▶ [Instructions to follow]:
Repeat the lines of the data that follow, please, starting at the first and stopping after the one with "For a GIS import: Serialize".

[Saved entries]
*** Block opens ***

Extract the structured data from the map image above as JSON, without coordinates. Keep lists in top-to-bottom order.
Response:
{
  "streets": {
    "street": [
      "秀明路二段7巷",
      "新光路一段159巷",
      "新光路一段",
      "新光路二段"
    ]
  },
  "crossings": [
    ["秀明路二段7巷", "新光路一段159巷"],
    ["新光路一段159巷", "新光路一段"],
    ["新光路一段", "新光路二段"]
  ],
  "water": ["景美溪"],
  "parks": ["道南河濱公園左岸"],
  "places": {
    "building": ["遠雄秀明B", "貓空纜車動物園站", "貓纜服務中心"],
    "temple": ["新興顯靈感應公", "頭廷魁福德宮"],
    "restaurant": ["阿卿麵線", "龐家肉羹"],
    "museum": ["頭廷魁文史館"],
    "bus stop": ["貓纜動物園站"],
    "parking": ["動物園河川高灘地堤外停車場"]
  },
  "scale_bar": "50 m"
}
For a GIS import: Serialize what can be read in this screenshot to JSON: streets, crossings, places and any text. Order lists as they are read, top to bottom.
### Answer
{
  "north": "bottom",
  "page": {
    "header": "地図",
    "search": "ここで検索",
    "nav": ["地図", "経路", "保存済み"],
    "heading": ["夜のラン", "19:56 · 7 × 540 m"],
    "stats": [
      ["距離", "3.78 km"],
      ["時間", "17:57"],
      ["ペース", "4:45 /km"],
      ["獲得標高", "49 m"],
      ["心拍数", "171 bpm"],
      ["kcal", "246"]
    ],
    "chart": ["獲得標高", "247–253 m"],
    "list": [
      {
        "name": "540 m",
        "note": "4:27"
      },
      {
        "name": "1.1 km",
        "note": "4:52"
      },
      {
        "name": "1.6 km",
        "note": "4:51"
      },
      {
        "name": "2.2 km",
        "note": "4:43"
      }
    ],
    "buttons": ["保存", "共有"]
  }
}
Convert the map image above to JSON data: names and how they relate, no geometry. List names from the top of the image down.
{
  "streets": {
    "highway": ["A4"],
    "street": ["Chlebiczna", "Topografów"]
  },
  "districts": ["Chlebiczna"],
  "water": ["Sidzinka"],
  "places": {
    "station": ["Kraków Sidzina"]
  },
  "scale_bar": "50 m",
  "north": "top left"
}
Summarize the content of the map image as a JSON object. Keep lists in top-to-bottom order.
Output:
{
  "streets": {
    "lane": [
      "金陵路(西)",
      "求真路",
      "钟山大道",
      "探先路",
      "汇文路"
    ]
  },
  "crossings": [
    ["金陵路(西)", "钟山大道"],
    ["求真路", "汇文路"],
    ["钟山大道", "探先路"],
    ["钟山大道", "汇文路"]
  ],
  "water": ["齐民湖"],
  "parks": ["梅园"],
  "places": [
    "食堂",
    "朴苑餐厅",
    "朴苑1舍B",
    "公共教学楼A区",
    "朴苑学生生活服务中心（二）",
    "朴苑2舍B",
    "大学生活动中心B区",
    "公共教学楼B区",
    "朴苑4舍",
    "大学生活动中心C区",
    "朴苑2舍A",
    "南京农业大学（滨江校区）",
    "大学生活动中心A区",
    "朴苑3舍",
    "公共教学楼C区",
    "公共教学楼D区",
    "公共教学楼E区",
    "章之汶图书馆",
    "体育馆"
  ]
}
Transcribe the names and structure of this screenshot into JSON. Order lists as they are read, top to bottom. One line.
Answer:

*** Block closes ***

▶ [Finished exercise]:
Extract the structured data from the map image above as JSON, without coordinates. Keep lists in top-to-bottom order.
Response:
{
  "streets": {
    "street": [
      "秀明路二段7巷",
      "新光路一段159巷",
      "新光路一段",
      "新光路二段"
    ]
  },
  "crossings": [
    ["秀明路二段7巷", "新光路一段159巷"],
    ["新光路一段159巷", "新光路一段"],
    ["新光路一段", "新光路二段"]
  ],
  "water": ["景美溪"],
  "parks": ["道南河濱公園左岸"],
  "places": {
    "building": ["遠雄秀明B", "貓空纜車動物園站", "貓纜服務中心"],
    "temple": ["新興顯靈感應公", "頭廷魁福德宮"],
    "restaurant": ["阿卿麵線", "龐家肉羹"],
    "museum": ["頭廷魁文史館"],
    "bus stop": ["貓纜動物園站"],
    "parking": ["動物園河川高灘地堤外停車場"]
  },
  "scale_bar": "50 m"
}
For a GIS import: Serialize what can be read in this screenshot to JSON: streets, crossings, places and any text. Order lists as they are read, top to bottom.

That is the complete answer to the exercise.